Dizem que a água é fonte de vida. Para a família Bertone, virou também sinônimo de sucesso. Foi em 1996 que Alberto Bertone, então empresário da construção civil, apostou em um negócio inesperado: engarrafar água mineral.
Hoje, como presidente e diretor executivo do Grupo Sant’Anna, ele comanda um faturamento de 340 milhões de euros anuais.
A história começou no Vale Stura, em Vinadio, na província de Cuneo, no coração dos Alpes Marítimos. A família buscava uma nascente de qualidade e encontrou, a quase dois mil metros de altitude, uma água pura e intocada.
O risco foi alto: deixar um setor lucrativo, como a construção, para entrar em um mercado competitivo e de margens pequenas. Mas a aposta deu certo.
Tecnologia a serviço da pureza
Para preservar as características naturais, a água é canalizada por 600 km de tubulações até a fábrica de Vinadio, onde chega sem contaminações. No local, são 60 mil metros quadrados de estrutura e 11 tanques de aço inox, cada um com capacidade de um milhão de litros.

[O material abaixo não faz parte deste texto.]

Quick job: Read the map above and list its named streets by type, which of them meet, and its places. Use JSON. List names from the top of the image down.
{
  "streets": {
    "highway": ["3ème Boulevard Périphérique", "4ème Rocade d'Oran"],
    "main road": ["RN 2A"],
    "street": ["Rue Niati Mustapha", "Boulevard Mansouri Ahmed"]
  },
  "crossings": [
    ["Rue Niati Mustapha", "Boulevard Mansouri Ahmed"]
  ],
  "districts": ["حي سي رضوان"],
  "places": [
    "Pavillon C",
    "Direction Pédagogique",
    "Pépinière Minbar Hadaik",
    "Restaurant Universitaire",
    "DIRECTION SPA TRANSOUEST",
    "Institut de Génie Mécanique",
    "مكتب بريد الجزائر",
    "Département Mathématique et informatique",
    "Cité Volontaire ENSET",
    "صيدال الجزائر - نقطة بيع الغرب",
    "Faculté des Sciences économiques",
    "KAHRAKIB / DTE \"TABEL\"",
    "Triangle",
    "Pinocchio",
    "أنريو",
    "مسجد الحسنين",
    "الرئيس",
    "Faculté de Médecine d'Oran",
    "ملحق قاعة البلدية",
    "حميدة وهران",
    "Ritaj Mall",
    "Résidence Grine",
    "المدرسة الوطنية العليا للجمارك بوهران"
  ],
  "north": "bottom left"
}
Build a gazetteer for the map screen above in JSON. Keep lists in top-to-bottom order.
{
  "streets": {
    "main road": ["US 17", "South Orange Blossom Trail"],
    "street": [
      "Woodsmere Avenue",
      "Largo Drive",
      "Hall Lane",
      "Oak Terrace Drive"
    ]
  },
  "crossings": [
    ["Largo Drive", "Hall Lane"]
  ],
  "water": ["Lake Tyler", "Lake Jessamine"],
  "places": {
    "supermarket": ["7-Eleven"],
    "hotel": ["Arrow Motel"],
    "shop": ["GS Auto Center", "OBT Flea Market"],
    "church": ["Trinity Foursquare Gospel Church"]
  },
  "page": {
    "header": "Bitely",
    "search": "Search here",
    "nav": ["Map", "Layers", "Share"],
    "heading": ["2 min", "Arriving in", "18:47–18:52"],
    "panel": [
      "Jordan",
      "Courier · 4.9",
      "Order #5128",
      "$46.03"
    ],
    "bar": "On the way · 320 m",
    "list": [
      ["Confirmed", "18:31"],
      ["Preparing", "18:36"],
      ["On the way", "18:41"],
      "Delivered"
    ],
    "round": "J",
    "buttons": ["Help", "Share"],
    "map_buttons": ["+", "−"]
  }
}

A produção é imediata: a água vai direto para as linhas de engarrafamento, mantendo o frescor da nascente.
Crescimento acelerado
Com pouco tempo de mercado, a marca se tornou líder na Itália. A primeira grande aposta foi a garrafa de 1,5 litro, ainda hoje um dos carros-chefe. A empresa diversificou formatos, passou a usar vidro, alumínio, tetrapak e até plástico reciclado.
Hoje, são mais de 350 referências, com mais de 1,5 bilhão de garrafas produzidas por ano.
Inovação verde
Um dos marcos da empresa foi o lançamento da Bio Bottle, em 2008. Feita a partir de um biopolímero vegetal, é biodegradável e compostável em até 80 dias.
A novidade foi uma revolução no setor, mas sofreu com a alta do custo da matéria-prima, o que reduziu a demanda. Ainda assim, segue disponível como alternativa sustentável.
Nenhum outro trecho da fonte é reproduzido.